▶ **Your task**:
Copy the lines below word for word, skipping any image.

(Stored data entries)
━━━━━━━━━━━━━━━━━━━━━━━━━━━━━━
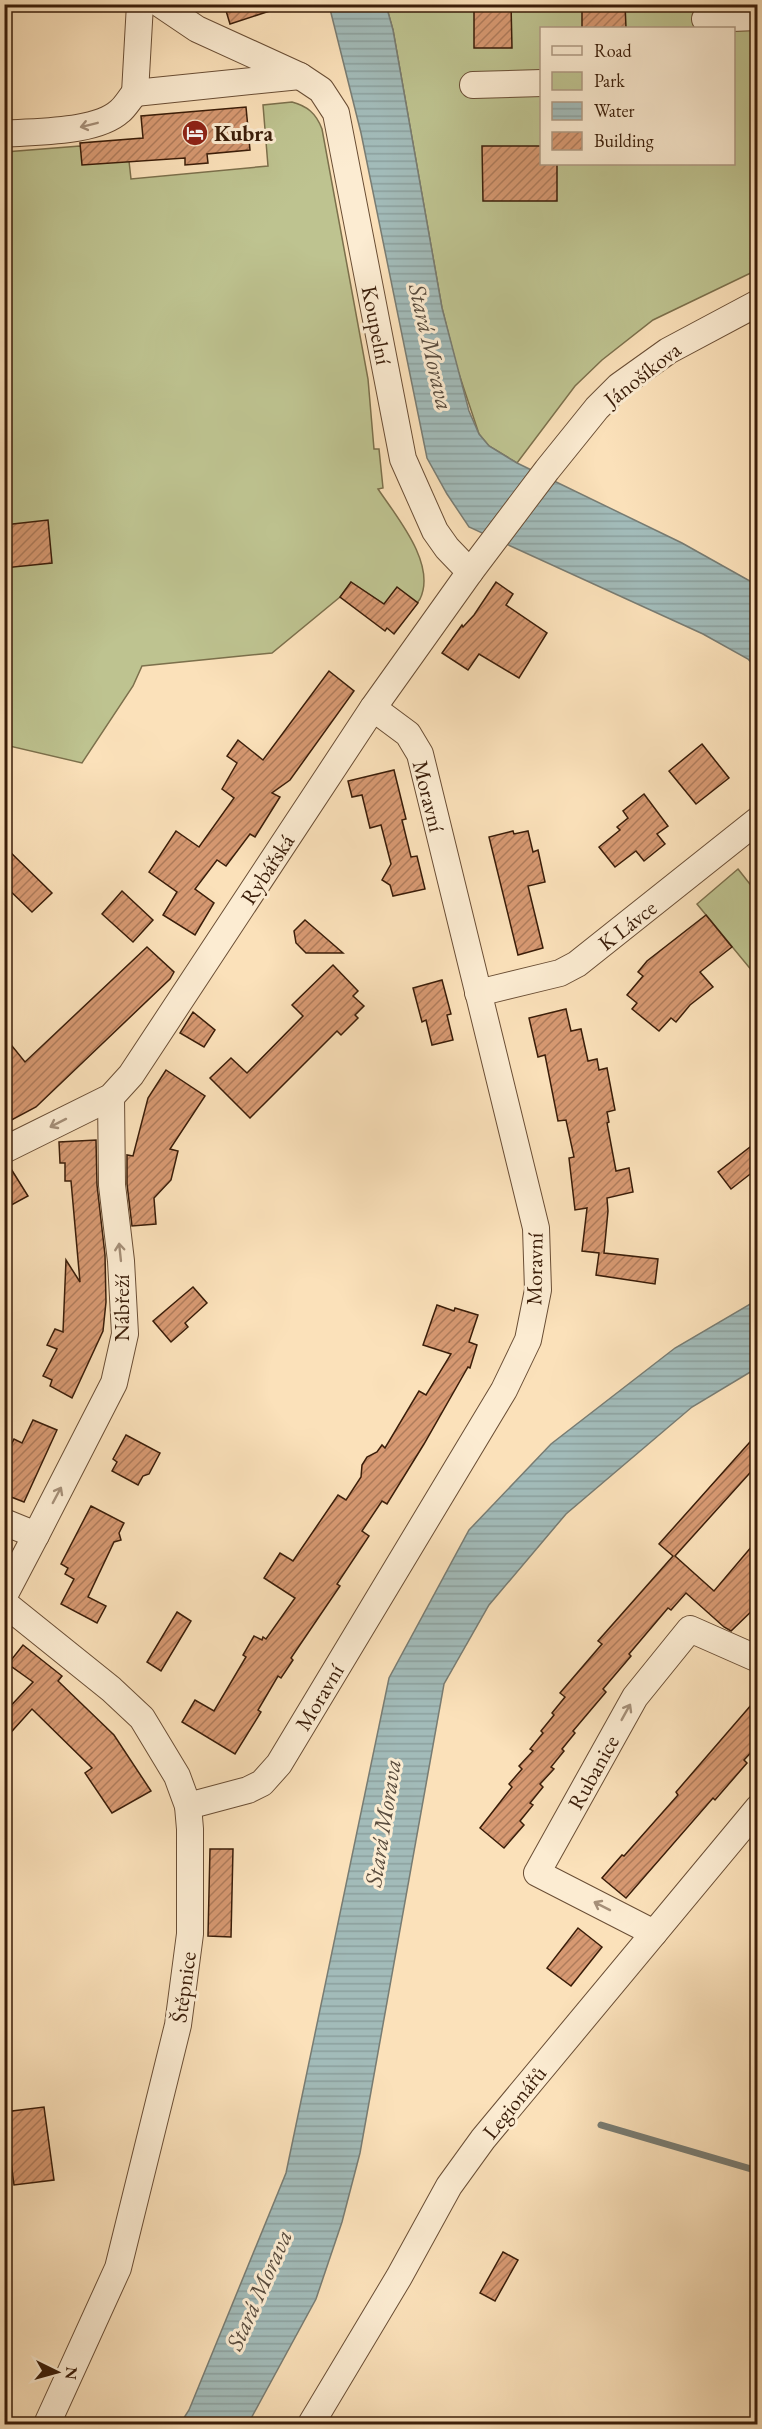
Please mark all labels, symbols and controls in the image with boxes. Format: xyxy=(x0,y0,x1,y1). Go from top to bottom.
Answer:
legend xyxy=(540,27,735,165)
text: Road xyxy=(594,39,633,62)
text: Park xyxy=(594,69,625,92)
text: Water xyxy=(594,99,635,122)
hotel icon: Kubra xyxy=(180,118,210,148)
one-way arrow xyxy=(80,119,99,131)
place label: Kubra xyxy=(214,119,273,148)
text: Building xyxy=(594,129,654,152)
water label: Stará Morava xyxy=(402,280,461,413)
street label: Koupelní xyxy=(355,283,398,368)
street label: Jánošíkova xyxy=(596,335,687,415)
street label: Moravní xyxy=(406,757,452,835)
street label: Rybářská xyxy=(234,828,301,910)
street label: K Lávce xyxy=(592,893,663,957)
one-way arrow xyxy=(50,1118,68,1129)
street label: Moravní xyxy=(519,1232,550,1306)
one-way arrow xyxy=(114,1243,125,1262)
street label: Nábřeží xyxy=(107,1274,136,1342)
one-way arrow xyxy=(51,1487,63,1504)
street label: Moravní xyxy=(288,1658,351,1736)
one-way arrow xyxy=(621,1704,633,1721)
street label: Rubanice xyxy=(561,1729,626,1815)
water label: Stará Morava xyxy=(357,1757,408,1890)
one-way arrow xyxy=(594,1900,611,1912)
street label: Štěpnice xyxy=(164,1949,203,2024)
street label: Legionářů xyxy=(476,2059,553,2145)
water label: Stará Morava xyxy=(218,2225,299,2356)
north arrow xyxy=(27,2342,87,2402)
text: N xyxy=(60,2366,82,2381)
━━━━━━━━━━━━━━━━━━━━━━━━━━━━━━
▶ **Response to the task**:
Please mark all labels, symbols and controls in the image with boxes. Format: xyxy=(x0,y0,x1,y1). Go from top to bottom.
Answer:
legend xyxy=(540,27,735,165)
text: Road xyxy=(594,39,633,62)
text: Park xyxy=(594,69,625,92)
text: Water xyxy=(594,99,635,122)
hotel icon: Kubra xyxy=(180,118,210,148)
one-way arrow xyxy=(80,119,99,131)
place label: Kubra xyxy=(214,119,273,148)
text: Building xyxy=(594,129,654,152)
water label: Stará Morava xyxy=(402,280,461,413)
street label: Koupelní xyxy=(355,283,398,368)
street label: Jánošíkova xyxy=(596,335,687,415)
street label: Moravní xyxy=(406,757,452,835)
street label: Rybářská xyxy=(234,828,301,910)
street label: K Lávce xyxy=(592,893,663,957)
one-way arrow xyxy=(50,1118,68,1129)
street label: Moravní xyxy=(519,1232,550,1306)
one-way arrow xyxy=(114,1243,125,1262)
street label: Nábřeží xyxy=(107,1274,136,1342)
one-way arrow xyxy=(51,1487,63,1504)
street label: Moravní xyxy=(288,1658,351,1736)
one-way arrow xyxy=(621,1704,633,1721)
street label: Rubanice xyxy=(561,1729,626,1815)
water label: Stará Morava xyxy=(357,1757,408,1890)
one-way arrow xyxy=(594,1900,611,1912)
street label: Štěpnice xyxy=(164,1949,203,2024)
street label: Legionářů xyxy=(476,2059,553,2145)
water label: Stará Morava xyxy=(218,2225,299,2356)
north arrow xyxy=(27,2342,87,2402)
text: N xyxy=(60,2366,82,2381)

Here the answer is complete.